**Stored items**:
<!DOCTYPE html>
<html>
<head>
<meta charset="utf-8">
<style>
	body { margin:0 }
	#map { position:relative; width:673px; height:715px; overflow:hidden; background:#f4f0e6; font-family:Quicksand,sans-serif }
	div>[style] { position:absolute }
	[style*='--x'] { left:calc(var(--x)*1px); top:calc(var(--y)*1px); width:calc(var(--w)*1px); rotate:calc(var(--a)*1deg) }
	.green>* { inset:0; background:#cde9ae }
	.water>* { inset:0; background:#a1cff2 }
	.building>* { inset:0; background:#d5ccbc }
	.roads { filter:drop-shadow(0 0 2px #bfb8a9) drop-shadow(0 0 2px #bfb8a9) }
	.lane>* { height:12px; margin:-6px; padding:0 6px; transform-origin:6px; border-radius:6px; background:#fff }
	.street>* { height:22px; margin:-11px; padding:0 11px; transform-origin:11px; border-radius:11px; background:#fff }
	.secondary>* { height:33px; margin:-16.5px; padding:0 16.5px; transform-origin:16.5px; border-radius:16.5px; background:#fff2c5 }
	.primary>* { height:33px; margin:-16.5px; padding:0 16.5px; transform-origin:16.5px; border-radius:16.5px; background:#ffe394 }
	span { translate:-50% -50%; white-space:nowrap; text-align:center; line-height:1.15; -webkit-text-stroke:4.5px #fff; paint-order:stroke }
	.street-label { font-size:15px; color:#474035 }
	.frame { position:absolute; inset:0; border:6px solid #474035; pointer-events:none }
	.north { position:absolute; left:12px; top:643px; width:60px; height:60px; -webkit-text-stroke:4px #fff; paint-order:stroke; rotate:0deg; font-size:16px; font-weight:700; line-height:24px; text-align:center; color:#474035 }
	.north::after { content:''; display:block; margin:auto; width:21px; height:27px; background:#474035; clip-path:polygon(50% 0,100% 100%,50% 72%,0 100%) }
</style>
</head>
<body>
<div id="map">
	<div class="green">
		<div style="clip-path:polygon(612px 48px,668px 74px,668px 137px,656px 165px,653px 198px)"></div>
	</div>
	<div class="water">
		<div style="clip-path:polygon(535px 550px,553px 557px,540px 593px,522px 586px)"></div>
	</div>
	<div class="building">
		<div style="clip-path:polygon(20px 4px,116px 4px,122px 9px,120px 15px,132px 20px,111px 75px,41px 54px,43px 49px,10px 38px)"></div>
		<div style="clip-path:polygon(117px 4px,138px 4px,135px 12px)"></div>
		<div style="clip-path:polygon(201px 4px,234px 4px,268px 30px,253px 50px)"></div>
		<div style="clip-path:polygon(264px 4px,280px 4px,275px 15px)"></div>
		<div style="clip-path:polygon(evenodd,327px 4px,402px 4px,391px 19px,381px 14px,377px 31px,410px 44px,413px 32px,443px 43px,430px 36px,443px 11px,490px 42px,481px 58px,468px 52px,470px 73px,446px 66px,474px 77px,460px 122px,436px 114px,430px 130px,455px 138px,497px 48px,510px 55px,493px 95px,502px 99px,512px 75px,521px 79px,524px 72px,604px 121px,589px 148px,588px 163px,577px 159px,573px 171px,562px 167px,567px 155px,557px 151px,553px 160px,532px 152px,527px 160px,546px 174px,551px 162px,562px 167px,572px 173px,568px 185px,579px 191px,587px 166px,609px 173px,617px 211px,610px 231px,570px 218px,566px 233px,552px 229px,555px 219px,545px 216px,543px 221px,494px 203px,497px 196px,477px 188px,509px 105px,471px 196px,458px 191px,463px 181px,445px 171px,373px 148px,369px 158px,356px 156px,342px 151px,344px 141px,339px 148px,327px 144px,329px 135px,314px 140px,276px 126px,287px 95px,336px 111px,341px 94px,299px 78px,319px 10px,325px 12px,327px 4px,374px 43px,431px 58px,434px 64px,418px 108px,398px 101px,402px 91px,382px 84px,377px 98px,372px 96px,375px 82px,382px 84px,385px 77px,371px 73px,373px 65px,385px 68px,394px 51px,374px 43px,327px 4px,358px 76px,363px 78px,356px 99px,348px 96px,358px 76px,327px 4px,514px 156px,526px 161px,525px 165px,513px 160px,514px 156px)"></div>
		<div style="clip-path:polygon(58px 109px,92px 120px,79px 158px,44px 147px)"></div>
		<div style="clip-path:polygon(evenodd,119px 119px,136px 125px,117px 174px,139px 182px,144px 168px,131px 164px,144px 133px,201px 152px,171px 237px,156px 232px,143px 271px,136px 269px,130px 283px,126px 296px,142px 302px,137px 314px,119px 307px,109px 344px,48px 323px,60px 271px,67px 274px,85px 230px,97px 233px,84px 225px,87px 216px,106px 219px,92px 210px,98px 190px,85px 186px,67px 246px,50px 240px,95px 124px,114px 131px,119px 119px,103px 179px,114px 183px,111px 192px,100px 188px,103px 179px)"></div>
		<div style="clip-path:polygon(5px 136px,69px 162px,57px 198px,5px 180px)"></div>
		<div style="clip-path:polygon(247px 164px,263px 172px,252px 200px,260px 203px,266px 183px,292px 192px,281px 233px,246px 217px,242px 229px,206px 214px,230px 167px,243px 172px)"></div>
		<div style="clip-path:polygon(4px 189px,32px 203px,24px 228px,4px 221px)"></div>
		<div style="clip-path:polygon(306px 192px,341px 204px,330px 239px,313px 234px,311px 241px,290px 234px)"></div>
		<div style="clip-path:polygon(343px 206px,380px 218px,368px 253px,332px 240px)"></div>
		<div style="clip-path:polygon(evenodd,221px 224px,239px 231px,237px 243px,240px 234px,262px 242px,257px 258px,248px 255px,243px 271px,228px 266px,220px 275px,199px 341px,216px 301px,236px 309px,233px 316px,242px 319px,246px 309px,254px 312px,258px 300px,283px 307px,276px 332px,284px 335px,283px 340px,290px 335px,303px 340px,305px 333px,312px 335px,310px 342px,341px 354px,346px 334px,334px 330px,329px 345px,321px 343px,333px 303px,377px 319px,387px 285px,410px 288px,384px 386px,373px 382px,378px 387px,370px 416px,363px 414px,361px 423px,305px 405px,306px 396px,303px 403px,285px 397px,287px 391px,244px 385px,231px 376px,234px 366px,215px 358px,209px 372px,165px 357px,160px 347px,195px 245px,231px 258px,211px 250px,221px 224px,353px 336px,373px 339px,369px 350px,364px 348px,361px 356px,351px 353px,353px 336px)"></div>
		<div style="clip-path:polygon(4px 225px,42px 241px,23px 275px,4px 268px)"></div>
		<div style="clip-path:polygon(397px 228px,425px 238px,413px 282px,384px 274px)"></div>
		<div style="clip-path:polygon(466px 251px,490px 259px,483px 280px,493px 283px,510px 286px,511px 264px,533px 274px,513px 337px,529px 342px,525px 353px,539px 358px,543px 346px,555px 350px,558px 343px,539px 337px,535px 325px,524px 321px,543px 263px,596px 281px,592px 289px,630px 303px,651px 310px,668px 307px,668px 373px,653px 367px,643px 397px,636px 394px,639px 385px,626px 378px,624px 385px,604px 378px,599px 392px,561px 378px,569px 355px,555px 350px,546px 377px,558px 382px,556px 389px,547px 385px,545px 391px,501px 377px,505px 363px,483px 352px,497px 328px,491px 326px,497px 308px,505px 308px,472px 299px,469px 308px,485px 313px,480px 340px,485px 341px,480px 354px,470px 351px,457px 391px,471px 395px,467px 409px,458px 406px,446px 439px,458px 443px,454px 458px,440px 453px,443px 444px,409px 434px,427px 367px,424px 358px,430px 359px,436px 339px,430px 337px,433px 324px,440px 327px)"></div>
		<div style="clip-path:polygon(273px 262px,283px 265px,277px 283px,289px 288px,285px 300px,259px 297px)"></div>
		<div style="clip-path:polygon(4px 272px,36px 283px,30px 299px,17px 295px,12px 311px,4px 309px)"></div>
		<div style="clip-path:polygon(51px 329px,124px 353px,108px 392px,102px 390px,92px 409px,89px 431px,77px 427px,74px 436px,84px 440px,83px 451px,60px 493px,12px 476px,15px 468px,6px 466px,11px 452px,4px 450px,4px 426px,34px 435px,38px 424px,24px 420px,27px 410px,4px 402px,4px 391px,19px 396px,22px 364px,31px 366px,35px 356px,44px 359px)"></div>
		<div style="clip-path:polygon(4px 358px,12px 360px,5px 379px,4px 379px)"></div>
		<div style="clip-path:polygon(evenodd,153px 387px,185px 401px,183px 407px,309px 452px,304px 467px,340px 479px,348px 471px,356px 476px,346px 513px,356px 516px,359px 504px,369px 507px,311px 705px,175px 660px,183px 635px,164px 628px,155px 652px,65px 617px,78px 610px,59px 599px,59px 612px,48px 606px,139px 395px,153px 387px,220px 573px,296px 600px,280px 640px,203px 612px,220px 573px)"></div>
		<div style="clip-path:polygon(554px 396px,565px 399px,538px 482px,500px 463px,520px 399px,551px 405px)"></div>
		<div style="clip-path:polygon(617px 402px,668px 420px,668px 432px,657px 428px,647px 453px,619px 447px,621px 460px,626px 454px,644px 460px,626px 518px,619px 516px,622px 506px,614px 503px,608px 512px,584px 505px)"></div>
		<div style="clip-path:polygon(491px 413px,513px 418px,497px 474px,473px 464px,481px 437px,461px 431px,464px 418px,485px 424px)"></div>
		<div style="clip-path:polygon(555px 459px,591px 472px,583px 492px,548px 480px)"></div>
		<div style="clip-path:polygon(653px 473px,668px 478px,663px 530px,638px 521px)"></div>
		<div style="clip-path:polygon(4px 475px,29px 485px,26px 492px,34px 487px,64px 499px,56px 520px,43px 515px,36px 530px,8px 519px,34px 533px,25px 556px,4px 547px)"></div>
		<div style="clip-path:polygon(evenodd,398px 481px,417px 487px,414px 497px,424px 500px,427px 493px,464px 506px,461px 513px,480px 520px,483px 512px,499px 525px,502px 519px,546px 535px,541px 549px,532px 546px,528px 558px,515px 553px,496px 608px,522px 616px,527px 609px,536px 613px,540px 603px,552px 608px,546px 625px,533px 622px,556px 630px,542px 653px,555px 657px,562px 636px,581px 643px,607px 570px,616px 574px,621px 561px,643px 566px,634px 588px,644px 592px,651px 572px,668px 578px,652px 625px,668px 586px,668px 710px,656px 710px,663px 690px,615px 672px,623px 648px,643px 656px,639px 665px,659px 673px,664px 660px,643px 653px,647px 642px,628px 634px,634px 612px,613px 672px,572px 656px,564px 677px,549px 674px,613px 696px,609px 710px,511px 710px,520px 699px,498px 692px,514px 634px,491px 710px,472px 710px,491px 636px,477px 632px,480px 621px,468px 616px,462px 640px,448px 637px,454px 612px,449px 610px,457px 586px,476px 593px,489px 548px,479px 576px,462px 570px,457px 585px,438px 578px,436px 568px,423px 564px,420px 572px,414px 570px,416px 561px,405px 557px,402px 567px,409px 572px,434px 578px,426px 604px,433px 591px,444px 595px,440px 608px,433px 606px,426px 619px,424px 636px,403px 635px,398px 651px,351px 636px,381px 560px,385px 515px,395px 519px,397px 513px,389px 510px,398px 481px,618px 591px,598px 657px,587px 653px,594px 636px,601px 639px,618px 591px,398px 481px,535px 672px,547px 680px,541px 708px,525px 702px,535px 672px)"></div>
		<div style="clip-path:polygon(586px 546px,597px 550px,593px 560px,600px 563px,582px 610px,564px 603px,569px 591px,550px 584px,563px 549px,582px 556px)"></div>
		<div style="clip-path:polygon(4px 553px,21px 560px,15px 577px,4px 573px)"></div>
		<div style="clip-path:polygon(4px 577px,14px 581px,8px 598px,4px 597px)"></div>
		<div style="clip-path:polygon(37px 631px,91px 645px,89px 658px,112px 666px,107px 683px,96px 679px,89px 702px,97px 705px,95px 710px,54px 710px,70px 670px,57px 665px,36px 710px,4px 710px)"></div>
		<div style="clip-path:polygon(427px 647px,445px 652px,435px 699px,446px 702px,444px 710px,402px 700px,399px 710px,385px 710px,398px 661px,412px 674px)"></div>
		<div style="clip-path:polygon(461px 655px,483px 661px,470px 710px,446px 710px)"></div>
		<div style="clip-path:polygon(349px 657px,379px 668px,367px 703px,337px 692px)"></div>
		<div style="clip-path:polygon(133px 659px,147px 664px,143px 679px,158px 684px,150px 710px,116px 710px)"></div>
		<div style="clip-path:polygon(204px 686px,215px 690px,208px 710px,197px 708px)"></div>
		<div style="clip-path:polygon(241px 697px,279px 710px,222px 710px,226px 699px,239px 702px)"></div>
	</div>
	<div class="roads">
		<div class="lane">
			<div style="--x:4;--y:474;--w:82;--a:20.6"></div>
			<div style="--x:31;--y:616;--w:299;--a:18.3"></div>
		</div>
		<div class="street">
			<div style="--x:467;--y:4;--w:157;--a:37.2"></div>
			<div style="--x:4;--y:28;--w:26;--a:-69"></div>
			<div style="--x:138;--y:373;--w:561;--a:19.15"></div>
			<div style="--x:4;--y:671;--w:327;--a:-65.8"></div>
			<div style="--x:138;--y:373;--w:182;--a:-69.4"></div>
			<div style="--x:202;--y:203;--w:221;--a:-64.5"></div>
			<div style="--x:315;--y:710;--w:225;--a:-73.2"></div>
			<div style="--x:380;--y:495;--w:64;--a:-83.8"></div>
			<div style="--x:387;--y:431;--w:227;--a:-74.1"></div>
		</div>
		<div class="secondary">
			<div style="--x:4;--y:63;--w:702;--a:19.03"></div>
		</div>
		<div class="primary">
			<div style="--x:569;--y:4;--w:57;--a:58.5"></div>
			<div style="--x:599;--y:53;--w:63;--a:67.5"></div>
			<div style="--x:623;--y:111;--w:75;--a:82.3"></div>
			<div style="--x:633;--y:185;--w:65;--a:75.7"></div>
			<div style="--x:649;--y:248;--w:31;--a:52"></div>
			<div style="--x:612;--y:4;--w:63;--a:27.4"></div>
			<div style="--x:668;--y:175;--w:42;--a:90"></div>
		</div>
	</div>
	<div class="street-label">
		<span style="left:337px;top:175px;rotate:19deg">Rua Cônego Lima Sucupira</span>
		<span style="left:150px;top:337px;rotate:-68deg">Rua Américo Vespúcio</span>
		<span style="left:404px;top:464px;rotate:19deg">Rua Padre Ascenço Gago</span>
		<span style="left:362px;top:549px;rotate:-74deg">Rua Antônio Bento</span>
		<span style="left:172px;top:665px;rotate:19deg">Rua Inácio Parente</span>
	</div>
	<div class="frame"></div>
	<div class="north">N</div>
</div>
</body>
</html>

**EXERCISE DETAILS**:
The records are given above. Copy each line in them that holds "lane".

**WRITTEN ANSWER**:
	.lane>* { height:12px; margin:-6px; padding:0 6px; transform-origin:6px; border-radius:6px; background:#fff }
		<div class="lane">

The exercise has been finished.